第95章 92.(ジェノス/ファントムペイン)


よくよく見れば僅かには感情はある、が…笑わない。ゾンビマンが言っていた10年前の笑みとやらが想像つかない程に冷え切っていた。
食事の際は少し固まっていたので、苦手だったのか?と思ったが杞憂のようで…腹が減っていたのだろうか、不器用ながらも箸を使いきちんと食べていた。


翌朝、俺の体に何かが覆い被さる事で目が覚める。
サイボーグとはいえ、脳は人間のパーツそのものだ。睡眠は必要だ。
十分に休息が出来たので起きた。
被さっていたのはハルカが使っていた布団だった。機械の体には必要はないが、被せたのか。
生体反応。玄関から外。物凄いスピードでこの建物の屋上に上がっていく。

ジャンプ力が凄いのか?いや、あの細身では無理だろう。恐らくはタツマキのような超能力系を持っているのだろう。
A級に居る理由がなんとなく掴めてきた。

「随分と早いんだな」

窓から見る外の世界に、飛び降りたハルカが映ったから声を掛けた。
着地時に砂煙がくるくると円を書くように舞っていた。やはり、そういった力を持っているのだと確信した。

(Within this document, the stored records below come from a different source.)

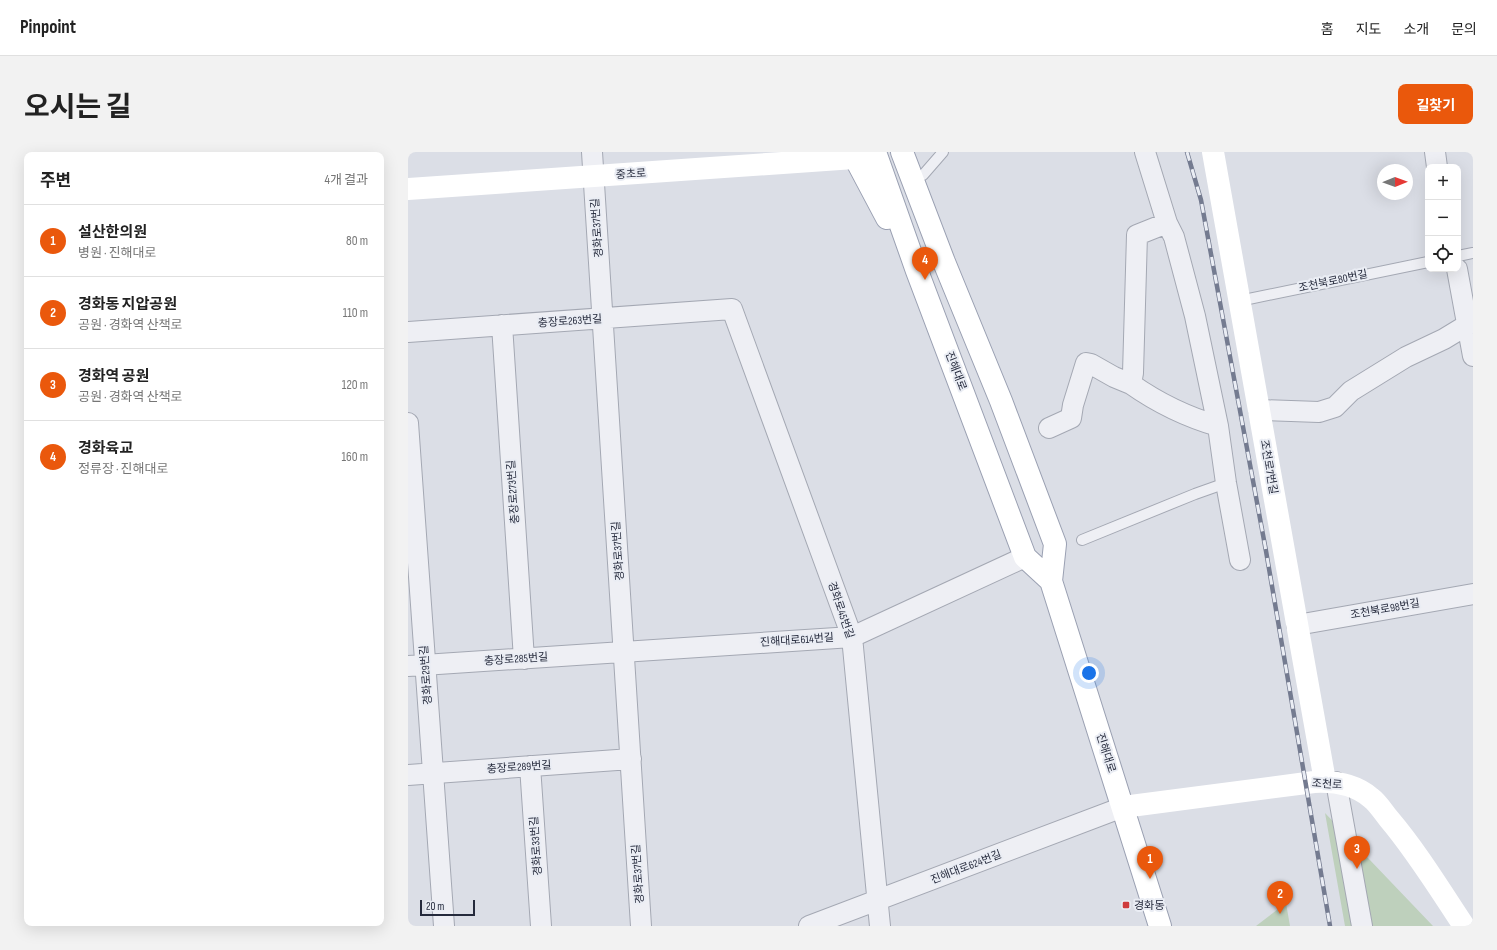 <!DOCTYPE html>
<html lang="ko">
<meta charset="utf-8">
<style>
body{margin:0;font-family:"Sofia Sans Condensed","Noto Sans KR",sans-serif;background:#f2f2f2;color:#222}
.controls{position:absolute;right:12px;top:12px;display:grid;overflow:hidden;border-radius:8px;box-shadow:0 4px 16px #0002}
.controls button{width:36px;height:36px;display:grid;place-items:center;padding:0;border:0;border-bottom:1px solid #e0e0e0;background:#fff;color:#222;font:20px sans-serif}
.compass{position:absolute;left:969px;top:12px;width:36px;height:36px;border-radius:50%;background:#fff;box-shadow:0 4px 16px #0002;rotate:89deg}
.scale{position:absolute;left:12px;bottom:10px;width:55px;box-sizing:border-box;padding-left:4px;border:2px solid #252a3c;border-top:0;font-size:11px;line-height:14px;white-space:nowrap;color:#252a3c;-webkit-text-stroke:3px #eaedf4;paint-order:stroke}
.you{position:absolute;left:681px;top:521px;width:14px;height:14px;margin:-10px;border:3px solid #fff;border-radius:50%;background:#1a73e8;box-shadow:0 0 0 6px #1a73e833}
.badge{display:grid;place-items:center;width:26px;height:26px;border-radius:50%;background:#ea580c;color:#fff;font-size:13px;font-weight:700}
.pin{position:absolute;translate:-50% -33px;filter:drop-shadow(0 1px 2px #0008)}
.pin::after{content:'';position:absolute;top:21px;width:14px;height:12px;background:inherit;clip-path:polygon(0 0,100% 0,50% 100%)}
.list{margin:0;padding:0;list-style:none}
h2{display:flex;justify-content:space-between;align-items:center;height:52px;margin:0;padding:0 16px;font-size:17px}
h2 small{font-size:13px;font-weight:400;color:#767676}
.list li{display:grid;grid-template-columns:26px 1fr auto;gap:12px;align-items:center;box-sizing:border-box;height:72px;padding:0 16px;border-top:1px solid #e0e0e0}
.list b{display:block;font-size:15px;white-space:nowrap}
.list p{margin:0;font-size:13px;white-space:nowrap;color:#767676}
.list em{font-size:13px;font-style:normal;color:#767676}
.icon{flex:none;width:22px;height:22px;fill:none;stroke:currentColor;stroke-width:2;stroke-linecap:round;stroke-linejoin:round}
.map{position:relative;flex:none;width:1065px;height:774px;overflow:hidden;border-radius:8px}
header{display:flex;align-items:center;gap:24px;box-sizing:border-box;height:56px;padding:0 20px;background:#fff;border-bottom:1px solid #e0e0e0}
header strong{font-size:19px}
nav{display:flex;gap:22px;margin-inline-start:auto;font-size:14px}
.intro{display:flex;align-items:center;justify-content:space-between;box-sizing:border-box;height:96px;padding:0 24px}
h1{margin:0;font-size:28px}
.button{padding:10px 18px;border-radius:8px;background:#ea580c;color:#fff;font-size:14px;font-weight:700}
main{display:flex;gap:24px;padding:0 24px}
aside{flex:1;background:#fff;border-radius:8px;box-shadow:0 4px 16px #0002}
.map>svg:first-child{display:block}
.green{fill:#bed0bc}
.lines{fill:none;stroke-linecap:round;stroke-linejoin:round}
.lane-casing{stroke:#a4a8b3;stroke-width:12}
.street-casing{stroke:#a4a8b3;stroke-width:22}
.primary-casing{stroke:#9aa0b2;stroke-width:24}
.lane{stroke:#eeeff4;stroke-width:10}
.street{stroke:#eeeff4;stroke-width:20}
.secondary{stroke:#fff;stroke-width:22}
.primary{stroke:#fff;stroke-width:22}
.rail-casing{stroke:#747b90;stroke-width:4.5}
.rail{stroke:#eaedf4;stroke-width:3;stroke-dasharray:9;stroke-linecap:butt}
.poi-dot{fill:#cf3c3d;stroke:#eaedf4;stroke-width:1.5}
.labels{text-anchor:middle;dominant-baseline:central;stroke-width:4;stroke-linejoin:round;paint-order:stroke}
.street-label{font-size:11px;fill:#252a3c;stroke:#eaedf4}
.poi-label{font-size:11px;fill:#252a3c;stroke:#eaedf4;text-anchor:start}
</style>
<header>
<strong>Pinpoint</strong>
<nav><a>홈</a><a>지도</a><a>소개</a><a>문의</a></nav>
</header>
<div class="intro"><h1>오시는 길</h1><a class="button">길찾기</a></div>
<main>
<aside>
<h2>주변<small>4개 결과</small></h2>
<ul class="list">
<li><span class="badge">1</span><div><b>설산한의원</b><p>병원 · 진해대로</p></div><em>80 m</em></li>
<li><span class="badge">2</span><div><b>경화동 지압공원</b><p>공원 · 경화역 산책로</p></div><em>110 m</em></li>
<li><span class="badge">3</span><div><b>경화역 공원</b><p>공원 · 경화역 산책로</p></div><em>120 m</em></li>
<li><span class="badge">4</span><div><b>경화육교</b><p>정류장 · 진해대로</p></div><em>160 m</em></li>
</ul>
</aside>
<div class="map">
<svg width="1065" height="774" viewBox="0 0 1065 774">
<rect width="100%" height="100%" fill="#dbdee6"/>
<path class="green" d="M917 661 1025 774H937Z
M878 751 882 774H848Z"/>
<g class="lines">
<defs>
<path id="lane" d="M515 23 535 0
M1050 104 1065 101
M831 149 1020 110
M674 388 787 342 818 331"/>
<path id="street" d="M184 0 233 774
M737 0 759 71 766 85 787 164 810 274 818 331 832 408
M1027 0 1029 15
M1049 117 1065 204
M94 173 116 507
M0 180 324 157 444 485 472 774
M723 232C750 251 779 265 810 274
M851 258 911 260 927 255 943 239 998 205 1036 187 1059 173
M0 271 36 774
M641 276 663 266 665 253 678 211 683 212 706 225 723 232 725 221 729 83 759 71
M889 473 1065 442
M0 514 444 485 617 405
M122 614 133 774
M0 623 223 607
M928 630 954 774
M401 774 715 655"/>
<path id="primary" d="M444 0 479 66
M467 0 509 119 617 405 643 429
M494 0 536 110 593 249 647 392 643 429 752 774"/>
</defs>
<use href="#lane" class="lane-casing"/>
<use href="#street" class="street-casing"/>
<use href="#primary" class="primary-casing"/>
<use href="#lane" class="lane"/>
<use href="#street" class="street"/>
<path class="secondary" d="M805 0 917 629
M0 37 446 6
M715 655 906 630C926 629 947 632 963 646 970 651 975 660 981 667 1009 700 1032 738 1056 774"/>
<use href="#primary" class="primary"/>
<defs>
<path id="rail" d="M779 0 793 48 858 399 922 774"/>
</defs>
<use href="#rail" class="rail-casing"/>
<use href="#rail" class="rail"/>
</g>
<rect class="poi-dot" x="714" y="749" width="8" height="8" rx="2"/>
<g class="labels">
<g class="street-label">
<text transform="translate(223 22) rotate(-4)">중초로</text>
<text transform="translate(189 76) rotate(-94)">경화로37번길</text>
<text transform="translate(925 129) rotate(-12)">조천북로80번길</text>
<text transform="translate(162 169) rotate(-4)">충장로263번길</text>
<text transform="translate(548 219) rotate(69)">진해대로</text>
<text transform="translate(861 315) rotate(80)">조천로7번길</text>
<text transform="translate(105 340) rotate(-94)">충장로273번길</text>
<text transform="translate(210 399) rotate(-94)">경화로37번길</text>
<text transform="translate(977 457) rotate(-10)">조천북로98번길</text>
<text transform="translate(433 458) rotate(71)">경화로45번길</text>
<text transform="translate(389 488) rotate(-4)">진해대로614번길</text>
<text transform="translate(108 507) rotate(-4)">충장로285번길</text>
<text transform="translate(18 523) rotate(-94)">경화로29번길</text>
<text transform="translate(698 601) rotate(72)">진해대로</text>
<text transform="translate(111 615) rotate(-4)">충장로289번길</text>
<text transform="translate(919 632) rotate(4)">조천로</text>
<text transform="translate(128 694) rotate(-94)">경화로33번길</text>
<text transform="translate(558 715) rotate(-21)">진해대로624번길</text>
<text transform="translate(230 722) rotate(-94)">경화로37번길</text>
</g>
<g class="poi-label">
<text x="726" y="753">경화동</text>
</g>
</g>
</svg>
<div class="controls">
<button>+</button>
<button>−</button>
<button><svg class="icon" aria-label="locate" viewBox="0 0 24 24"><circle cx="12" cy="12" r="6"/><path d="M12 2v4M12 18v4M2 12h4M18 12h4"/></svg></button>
</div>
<svg class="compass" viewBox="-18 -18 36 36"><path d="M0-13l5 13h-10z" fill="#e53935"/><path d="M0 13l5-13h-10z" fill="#767676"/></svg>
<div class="scale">20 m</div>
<div class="you"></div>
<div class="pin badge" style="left:742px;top:727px">1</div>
<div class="pin badge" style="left:872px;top:762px">2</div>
<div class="pin badge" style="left:949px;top:717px">3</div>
<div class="pin badge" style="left:517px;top:128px">4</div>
</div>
</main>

『その辺であまり遅くまで寝ていると襲われるんでね、』

感情を出さない彼女の顔に、不思議と影を感じたのはこの時。何か声を掛けるべきだ。口から出た言葉は「上がって来い」と言うだけ。
料理は幾らか出来るだろう、と思っていたがそう言った概念が無い生活を送っていたらしい。思わず滑った口で変態呼ばわりされた。


共に過ごしていく中で、俺の中で印象はどんどん変わっていく。
ゾンビマンが来て、進化の家やジーナス博士の話をすると、ハルカは彼が帰った後に悲しそうな顔もせずに泣いた。止まる事なくボロボロと、ダムが決壊した如く泣いた。
今の俺には出来ない事だ。戦闘能力に関係のない機能であるから省いている。クセーノ博士に涙腺という機能を付けて貰えば人工的に作った涙かオイルくらいは流せるだろうか?